YOUR ASSIGNMENT: Show all lines from the data that include the word "above".

RECORDS TO USE:
________________________
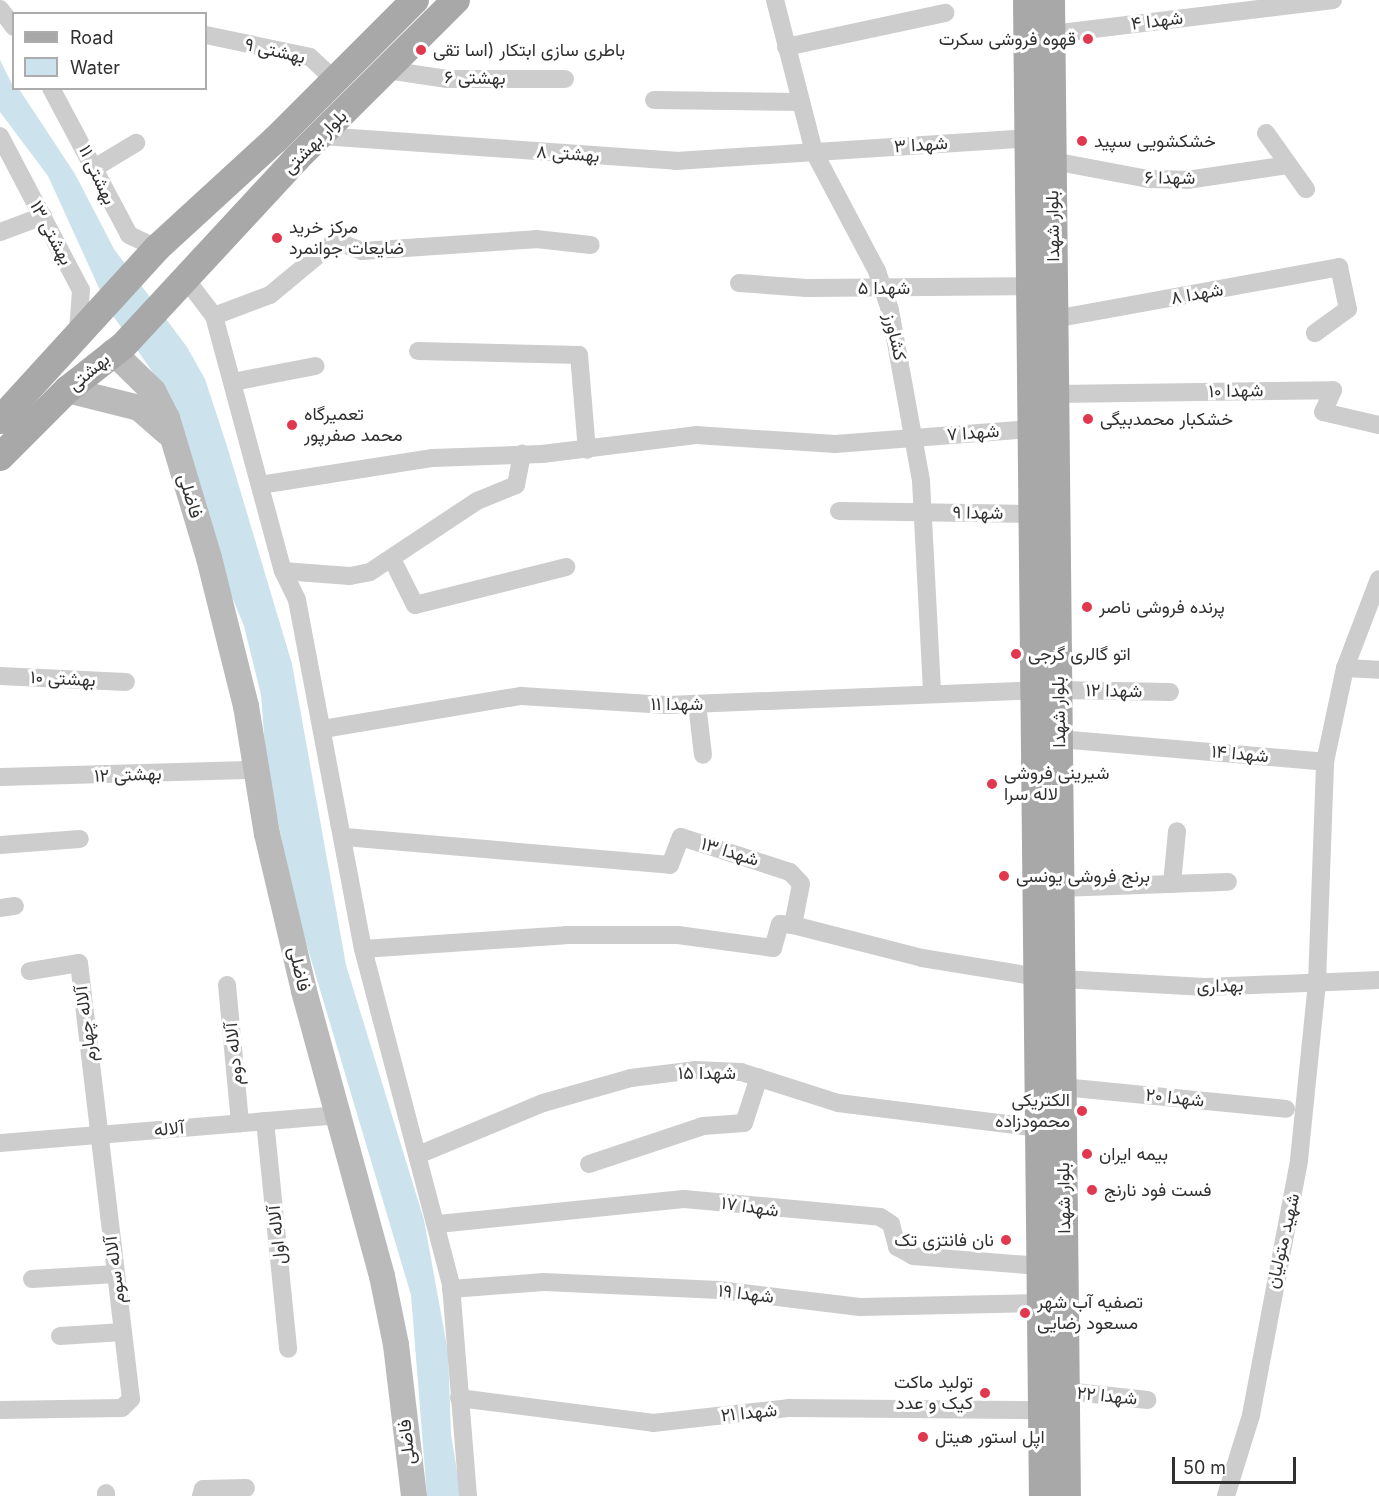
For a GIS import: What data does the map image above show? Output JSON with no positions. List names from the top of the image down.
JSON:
________________________
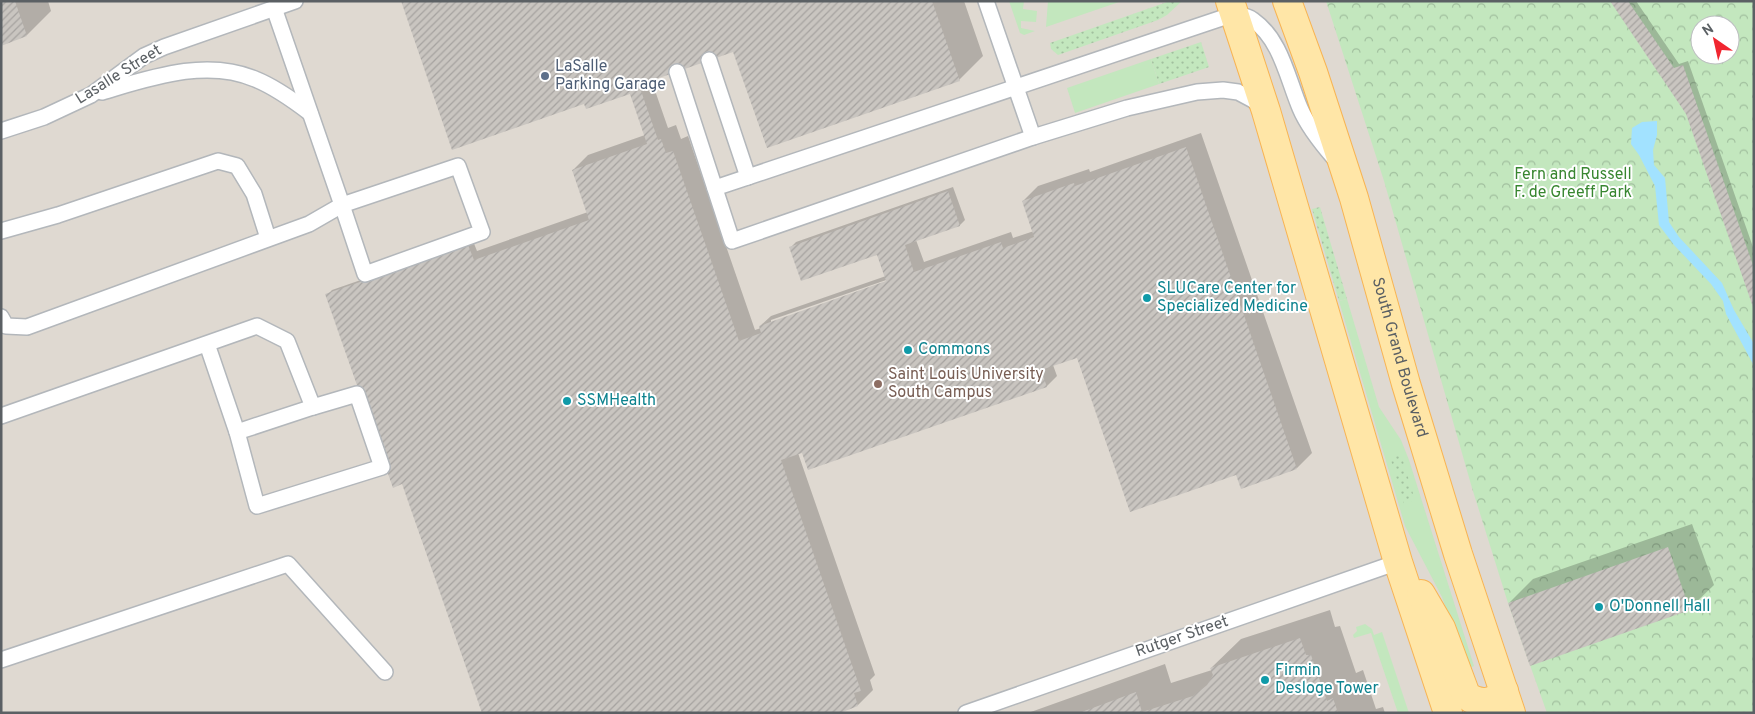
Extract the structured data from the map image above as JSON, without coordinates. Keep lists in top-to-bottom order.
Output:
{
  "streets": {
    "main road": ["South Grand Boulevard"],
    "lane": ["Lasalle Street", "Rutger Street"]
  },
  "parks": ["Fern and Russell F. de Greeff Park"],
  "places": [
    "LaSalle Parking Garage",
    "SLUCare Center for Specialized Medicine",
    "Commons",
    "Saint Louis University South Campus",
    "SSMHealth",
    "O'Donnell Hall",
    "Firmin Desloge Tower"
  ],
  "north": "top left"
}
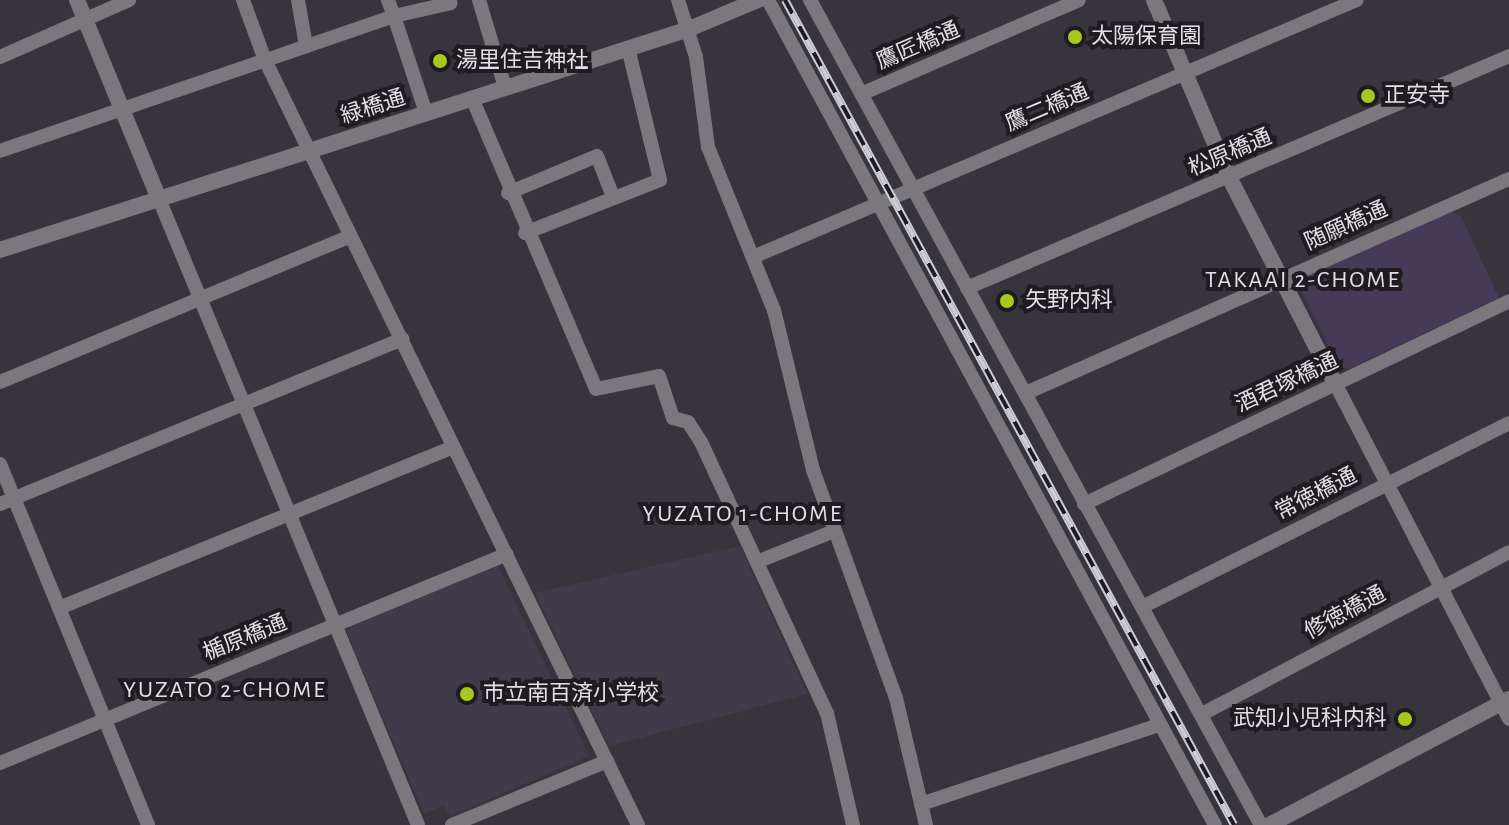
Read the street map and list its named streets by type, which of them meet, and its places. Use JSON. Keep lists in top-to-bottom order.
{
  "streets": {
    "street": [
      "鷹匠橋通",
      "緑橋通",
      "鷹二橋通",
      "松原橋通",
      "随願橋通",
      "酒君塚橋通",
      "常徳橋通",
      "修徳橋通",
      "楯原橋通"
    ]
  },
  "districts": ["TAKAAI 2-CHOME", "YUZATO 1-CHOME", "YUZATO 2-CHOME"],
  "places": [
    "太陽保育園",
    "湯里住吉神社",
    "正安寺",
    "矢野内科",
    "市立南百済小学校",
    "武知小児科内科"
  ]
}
________________________
REPLY TO THE TASK:
For a GIS import: What data does the map image above show? Output JSON with no positions. List names from the top of the image down.
Extract the structured data from the map image above as JSON, without coordinates. Keep lists in top-to-bottom order.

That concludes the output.